Saved data entries
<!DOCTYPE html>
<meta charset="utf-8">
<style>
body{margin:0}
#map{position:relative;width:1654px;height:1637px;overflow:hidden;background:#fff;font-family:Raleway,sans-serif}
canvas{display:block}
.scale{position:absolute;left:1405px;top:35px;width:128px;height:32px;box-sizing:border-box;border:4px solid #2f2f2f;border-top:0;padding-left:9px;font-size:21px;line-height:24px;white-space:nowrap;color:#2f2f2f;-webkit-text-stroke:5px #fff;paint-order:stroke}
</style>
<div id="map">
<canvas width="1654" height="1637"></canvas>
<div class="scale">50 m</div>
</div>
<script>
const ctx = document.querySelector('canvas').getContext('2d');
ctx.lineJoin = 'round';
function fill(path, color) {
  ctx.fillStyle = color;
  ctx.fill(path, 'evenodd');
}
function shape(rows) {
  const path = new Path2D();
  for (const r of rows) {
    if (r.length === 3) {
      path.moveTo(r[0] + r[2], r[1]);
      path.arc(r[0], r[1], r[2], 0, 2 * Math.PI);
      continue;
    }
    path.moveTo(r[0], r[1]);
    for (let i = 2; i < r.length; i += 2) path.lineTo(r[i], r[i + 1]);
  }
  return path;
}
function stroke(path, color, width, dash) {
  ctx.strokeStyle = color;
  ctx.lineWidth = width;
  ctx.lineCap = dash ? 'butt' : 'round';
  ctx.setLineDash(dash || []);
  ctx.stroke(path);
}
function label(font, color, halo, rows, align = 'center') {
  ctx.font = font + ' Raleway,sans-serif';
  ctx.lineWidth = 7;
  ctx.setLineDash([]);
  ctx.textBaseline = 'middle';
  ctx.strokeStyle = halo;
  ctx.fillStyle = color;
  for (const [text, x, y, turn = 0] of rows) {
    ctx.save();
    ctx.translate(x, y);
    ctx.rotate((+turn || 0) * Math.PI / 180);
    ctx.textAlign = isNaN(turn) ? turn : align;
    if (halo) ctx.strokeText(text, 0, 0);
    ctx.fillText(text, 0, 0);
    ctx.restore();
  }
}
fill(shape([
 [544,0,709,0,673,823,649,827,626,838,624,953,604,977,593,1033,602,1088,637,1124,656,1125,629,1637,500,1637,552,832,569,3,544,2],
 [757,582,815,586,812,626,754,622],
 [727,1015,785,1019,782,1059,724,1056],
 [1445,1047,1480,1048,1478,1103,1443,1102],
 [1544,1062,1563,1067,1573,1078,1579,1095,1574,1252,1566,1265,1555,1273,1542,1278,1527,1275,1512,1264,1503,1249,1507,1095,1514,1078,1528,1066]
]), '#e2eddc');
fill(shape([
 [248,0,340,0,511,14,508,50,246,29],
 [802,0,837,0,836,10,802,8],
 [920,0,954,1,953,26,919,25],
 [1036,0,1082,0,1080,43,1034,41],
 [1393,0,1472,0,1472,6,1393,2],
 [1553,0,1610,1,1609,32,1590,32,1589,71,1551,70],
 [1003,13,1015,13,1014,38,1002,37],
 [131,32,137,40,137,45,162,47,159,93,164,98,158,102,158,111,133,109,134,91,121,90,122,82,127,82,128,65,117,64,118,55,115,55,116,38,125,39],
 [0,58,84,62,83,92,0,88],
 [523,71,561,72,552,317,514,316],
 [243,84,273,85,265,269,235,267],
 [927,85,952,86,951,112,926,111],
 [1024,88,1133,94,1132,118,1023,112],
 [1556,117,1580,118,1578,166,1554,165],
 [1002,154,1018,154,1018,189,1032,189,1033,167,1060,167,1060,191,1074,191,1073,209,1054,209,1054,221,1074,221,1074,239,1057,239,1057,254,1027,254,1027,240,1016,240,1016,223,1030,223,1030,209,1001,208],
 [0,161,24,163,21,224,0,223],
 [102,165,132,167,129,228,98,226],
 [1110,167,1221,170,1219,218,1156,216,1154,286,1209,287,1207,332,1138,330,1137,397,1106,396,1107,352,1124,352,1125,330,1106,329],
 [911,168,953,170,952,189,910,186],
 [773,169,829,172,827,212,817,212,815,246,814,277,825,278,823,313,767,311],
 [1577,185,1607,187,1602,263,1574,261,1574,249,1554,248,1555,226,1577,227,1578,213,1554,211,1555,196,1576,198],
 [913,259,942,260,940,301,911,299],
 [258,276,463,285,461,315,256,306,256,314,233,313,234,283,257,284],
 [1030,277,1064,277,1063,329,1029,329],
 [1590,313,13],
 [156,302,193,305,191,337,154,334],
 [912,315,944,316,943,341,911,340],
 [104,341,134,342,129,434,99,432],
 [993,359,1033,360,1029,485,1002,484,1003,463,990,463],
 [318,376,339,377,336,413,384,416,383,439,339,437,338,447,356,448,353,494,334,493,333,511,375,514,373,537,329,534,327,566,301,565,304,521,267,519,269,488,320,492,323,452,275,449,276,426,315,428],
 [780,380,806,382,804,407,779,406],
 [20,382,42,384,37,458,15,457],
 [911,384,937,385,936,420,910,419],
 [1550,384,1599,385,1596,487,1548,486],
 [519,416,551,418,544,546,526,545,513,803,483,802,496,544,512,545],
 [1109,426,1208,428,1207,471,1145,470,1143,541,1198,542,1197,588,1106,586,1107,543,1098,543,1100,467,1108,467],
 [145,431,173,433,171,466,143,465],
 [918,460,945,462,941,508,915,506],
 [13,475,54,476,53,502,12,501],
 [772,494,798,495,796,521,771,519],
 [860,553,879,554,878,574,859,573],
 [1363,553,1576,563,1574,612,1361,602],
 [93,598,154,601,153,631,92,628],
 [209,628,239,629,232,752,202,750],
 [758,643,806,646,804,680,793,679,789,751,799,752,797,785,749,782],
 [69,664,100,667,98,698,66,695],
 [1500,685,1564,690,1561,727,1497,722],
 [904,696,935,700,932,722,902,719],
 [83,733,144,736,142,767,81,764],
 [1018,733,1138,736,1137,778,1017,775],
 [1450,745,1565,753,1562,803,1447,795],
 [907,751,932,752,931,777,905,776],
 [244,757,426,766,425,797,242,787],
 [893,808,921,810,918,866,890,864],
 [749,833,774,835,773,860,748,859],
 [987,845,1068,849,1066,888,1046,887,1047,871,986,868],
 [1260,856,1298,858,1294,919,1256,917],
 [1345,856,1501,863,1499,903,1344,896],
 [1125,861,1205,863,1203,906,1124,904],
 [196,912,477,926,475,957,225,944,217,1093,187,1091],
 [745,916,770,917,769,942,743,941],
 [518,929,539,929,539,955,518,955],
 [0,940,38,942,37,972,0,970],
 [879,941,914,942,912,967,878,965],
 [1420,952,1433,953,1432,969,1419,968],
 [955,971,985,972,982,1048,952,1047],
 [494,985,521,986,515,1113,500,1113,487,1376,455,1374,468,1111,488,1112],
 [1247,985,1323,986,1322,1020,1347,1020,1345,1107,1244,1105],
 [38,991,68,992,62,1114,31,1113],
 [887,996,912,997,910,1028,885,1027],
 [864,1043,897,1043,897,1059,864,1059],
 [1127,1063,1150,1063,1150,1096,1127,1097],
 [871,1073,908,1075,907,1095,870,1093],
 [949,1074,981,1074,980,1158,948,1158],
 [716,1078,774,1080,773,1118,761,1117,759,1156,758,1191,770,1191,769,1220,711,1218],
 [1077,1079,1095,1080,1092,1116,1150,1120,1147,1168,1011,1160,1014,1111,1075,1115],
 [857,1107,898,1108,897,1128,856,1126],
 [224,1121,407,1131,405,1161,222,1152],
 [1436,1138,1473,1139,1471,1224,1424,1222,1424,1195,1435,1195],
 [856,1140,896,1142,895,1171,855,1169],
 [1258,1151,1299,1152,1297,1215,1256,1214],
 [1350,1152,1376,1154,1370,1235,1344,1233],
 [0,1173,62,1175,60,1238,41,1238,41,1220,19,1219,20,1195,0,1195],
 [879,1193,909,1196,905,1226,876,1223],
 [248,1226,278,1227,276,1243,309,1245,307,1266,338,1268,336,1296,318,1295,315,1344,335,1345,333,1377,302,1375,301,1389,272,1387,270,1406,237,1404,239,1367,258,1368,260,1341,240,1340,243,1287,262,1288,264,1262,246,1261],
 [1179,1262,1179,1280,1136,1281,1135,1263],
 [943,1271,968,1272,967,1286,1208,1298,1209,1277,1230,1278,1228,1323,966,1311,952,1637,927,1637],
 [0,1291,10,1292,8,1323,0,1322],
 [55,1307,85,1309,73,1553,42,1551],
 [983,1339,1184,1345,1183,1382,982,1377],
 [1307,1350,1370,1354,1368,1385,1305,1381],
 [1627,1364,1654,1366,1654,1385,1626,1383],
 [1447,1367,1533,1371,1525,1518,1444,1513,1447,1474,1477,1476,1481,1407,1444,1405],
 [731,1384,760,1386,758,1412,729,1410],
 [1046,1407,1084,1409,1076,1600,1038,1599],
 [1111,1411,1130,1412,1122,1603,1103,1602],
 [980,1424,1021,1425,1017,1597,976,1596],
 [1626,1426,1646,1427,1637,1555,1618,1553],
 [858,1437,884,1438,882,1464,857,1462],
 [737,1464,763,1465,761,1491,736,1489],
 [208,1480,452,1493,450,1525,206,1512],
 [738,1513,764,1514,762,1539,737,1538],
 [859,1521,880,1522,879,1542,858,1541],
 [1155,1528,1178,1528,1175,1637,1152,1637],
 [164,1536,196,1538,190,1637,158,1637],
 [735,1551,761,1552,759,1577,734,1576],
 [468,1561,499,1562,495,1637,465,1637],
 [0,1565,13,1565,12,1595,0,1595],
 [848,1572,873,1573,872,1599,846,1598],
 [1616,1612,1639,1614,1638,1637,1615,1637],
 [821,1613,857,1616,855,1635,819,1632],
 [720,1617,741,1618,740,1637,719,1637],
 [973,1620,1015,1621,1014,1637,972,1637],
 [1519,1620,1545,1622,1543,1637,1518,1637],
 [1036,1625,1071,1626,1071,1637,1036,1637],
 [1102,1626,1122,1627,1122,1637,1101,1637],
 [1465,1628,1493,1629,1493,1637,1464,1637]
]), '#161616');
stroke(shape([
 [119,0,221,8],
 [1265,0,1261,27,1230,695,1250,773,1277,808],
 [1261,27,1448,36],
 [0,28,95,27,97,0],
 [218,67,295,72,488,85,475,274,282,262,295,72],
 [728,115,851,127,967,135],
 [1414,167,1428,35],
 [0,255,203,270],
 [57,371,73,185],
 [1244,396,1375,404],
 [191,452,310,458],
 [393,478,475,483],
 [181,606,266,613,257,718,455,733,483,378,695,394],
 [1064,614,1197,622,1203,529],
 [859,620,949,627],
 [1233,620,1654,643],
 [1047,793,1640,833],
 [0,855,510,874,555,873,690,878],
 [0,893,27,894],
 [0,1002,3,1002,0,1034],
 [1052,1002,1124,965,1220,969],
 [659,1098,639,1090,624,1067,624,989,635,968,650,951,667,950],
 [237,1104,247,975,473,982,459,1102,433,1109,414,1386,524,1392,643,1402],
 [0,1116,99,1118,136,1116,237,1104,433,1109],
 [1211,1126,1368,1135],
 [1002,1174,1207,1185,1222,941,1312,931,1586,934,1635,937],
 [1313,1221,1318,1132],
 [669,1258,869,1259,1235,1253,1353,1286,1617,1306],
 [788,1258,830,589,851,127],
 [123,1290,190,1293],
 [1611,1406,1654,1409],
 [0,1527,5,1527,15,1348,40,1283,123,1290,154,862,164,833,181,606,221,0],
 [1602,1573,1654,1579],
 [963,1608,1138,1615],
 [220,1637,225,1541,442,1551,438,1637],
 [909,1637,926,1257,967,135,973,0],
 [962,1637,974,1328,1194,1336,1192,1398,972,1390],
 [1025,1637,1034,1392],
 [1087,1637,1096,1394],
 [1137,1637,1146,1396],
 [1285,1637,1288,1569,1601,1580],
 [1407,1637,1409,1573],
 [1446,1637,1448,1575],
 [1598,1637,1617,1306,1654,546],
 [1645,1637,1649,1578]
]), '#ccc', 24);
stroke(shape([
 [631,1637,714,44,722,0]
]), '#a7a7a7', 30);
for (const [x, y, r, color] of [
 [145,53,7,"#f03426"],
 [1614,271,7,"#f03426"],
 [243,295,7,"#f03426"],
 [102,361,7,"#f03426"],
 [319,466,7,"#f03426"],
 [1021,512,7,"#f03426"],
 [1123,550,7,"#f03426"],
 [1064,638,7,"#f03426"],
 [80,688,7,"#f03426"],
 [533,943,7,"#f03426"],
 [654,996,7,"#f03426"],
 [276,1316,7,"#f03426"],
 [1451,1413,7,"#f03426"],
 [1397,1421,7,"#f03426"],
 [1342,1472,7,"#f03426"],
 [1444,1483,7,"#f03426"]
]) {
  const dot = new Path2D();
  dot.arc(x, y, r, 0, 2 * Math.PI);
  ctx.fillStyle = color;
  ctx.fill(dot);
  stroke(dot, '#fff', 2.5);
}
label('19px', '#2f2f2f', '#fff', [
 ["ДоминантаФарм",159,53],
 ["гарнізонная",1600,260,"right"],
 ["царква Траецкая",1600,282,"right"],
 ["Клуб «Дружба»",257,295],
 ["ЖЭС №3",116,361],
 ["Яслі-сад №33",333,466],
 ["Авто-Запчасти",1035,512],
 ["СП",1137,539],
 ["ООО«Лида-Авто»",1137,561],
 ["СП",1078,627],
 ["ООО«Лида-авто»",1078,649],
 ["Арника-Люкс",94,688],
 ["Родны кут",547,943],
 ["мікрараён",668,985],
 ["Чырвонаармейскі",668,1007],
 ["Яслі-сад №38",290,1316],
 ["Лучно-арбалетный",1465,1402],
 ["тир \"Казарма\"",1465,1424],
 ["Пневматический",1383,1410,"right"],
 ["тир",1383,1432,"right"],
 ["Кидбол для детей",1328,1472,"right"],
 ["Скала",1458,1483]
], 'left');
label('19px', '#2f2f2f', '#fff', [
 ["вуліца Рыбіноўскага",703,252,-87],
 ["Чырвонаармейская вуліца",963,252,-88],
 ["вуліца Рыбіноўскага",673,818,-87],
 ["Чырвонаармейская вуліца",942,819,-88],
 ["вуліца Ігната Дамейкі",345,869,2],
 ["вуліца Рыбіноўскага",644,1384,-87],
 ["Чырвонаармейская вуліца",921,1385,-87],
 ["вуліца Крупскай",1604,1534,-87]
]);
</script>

» Assigned task: Scan each line of the entries above for the word "canvas" and report how many lines contain it, with nothing else.

» Solution to the problem: 3